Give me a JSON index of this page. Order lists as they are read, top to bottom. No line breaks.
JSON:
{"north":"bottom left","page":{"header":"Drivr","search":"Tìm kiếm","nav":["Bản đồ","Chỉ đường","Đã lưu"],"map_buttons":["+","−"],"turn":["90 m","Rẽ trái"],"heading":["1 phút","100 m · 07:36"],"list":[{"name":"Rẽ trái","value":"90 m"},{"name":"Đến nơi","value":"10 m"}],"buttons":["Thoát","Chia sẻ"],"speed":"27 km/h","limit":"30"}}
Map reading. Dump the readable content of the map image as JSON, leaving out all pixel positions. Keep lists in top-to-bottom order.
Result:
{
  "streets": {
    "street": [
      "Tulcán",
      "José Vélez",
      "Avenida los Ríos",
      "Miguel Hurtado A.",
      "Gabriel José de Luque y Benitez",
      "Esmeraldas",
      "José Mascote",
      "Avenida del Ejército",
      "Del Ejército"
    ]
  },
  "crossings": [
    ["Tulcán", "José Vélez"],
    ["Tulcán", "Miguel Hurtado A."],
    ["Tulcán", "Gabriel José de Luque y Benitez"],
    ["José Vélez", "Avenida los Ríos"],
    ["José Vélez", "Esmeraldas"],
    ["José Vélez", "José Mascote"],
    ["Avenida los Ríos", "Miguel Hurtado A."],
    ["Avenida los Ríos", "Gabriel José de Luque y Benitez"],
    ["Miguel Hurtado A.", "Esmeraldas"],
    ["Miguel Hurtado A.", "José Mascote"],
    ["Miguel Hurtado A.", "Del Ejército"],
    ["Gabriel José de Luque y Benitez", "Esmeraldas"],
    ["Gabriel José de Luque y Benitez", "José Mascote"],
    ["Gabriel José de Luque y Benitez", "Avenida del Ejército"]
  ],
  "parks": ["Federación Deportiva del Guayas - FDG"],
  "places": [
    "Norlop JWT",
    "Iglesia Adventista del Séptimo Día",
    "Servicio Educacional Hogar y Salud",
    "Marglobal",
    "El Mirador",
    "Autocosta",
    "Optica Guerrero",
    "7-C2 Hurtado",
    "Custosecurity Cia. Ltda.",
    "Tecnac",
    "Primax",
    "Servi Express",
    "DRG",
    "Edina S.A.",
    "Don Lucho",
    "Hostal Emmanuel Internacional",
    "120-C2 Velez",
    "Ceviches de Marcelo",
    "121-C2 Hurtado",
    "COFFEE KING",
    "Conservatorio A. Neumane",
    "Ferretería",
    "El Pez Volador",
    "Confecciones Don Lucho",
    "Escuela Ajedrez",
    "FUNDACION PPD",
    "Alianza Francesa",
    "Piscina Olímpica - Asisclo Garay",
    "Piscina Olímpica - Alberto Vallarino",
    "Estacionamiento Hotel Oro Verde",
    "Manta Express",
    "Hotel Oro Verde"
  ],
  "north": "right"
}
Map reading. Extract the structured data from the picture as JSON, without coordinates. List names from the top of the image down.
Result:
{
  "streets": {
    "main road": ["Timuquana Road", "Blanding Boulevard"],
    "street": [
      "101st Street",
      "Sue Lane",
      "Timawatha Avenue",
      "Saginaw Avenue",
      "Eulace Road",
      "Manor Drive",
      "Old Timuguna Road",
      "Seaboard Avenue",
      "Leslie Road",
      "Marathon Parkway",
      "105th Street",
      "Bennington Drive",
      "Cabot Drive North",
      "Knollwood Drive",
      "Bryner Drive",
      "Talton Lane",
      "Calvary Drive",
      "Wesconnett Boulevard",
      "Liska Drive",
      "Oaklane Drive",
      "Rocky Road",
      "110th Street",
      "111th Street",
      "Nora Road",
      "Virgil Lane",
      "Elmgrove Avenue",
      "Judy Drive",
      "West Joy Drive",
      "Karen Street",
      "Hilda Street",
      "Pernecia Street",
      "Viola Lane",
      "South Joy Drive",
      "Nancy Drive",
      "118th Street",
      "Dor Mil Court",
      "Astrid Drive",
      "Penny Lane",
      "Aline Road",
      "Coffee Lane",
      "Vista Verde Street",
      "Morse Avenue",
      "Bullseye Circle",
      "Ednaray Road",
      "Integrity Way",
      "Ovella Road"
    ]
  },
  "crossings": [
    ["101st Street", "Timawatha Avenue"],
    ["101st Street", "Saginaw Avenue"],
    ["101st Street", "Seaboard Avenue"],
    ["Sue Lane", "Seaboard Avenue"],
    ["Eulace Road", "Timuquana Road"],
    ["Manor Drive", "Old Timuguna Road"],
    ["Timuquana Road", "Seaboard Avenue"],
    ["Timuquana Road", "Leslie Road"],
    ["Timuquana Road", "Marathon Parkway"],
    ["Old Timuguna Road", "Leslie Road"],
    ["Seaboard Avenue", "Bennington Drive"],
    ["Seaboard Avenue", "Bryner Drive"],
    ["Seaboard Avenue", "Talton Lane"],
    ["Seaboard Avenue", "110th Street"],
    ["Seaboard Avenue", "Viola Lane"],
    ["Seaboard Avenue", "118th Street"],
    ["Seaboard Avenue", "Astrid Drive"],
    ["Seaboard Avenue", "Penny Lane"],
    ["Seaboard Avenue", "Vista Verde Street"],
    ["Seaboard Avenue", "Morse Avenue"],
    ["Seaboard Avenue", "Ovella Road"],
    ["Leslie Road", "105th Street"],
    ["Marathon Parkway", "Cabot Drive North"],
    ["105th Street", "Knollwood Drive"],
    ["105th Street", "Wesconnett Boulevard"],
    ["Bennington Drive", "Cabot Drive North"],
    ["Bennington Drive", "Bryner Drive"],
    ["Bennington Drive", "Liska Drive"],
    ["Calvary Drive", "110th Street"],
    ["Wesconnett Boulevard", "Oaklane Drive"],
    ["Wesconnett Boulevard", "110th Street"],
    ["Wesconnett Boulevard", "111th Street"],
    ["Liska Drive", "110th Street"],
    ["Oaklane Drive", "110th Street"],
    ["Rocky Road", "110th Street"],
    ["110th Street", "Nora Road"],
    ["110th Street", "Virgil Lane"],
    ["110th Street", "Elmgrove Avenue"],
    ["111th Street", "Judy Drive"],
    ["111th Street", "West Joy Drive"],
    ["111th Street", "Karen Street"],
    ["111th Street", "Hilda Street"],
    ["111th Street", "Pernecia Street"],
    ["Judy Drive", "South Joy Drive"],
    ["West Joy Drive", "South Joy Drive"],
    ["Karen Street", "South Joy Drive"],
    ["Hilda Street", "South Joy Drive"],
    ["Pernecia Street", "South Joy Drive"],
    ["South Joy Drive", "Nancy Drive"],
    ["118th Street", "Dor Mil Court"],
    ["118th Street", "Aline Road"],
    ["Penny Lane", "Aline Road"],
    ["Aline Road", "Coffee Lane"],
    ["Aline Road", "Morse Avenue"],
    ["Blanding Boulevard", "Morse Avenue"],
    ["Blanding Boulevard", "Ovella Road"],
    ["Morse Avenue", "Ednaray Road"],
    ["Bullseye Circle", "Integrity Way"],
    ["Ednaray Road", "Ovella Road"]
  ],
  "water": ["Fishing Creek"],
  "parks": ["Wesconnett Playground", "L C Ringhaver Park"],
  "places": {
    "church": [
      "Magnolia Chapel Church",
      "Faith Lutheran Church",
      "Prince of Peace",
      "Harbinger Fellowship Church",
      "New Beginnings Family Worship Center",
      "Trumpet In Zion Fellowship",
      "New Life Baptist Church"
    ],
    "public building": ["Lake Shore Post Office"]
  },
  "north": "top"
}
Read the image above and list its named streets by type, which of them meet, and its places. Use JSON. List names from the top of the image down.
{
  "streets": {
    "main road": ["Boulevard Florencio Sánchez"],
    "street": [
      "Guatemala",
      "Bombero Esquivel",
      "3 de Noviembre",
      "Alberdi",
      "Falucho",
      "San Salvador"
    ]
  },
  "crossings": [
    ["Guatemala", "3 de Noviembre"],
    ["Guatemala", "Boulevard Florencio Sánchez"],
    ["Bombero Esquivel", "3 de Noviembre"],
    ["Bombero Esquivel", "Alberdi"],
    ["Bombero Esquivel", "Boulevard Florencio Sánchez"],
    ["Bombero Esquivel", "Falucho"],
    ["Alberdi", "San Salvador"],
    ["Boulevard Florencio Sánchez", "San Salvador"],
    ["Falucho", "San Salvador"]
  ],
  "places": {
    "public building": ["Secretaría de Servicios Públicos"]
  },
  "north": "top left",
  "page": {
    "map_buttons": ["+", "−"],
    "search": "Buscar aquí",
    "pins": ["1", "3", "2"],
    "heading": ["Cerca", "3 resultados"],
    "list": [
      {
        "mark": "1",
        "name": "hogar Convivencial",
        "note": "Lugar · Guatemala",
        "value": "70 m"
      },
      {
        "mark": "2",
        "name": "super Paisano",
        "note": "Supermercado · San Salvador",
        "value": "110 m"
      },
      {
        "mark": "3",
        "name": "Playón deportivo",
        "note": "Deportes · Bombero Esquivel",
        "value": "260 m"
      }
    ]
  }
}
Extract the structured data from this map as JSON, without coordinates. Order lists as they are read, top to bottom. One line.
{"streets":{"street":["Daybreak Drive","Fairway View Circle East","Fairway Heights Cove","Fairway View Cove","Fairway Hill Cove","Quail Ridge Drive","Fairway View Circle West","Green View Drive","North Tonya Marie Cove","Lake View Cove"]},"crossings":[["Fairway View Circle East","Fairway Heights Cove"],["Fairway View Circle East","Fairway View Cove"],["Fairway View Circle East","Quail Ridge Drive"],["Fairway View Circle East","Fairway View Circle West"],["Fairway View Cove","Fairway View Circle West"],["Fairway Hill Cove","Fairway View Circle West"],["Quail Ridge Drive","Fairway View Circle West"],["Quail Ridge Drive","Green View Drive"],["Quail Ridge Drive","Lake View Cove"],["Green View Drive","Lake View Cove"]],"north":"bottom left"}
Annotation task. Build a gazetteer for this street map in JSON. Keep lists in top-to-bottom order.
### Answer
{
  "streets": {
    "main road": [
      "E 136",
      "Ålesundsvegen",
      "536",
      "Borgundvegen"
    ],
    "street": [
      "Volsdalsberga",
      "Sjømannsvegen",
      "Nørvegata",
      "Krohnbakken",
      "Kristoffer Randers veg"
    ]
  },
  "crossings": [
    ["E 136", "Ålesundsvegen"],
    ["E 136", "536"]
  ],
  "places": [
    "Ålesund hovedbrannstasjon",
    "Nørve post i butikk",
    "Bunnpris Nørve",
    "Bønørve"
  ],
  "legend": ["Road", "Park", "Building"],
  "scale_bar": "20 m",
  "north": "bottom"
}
┄┄┄┄┄┄┄┄┄┄┄┄┄┄┄┄┄┄┄┄
Give an exact copy of the lines from the one with "Annotation task. Build" through the end of the entries, both ends included.

> **Expected answer**:
Annotation task. Build a gazetteer for this street map in JSON. Keep lists in top-to-bottom order.
### Answer
{
  "streets": {
    "main road": [
      "E 136",
      "Ålesundsvegen",
      "536",
      "Borgundvegen"
    ],
    "street": [
      "Volsdalsberga",
      "Sjømannsvegen",
      "Nørvegata",
      "Krohnbakken",
      "Kristoffer Randers veg"
    ]
  },
  "crossings": [
    ["E 136", "Ålesundsvegen"],
    ["E 136", "536"]
  ],
  "places": [
    "Ålesund hovedbrannstasjon",
    "Nørve post i butikk",
    "Bunnpris Nørve",
    "Bønørve"
  ],
  "legend": ["Road", "Park", "Building"],
  "scale_bar": "20 m",
  "north": "bottom"
}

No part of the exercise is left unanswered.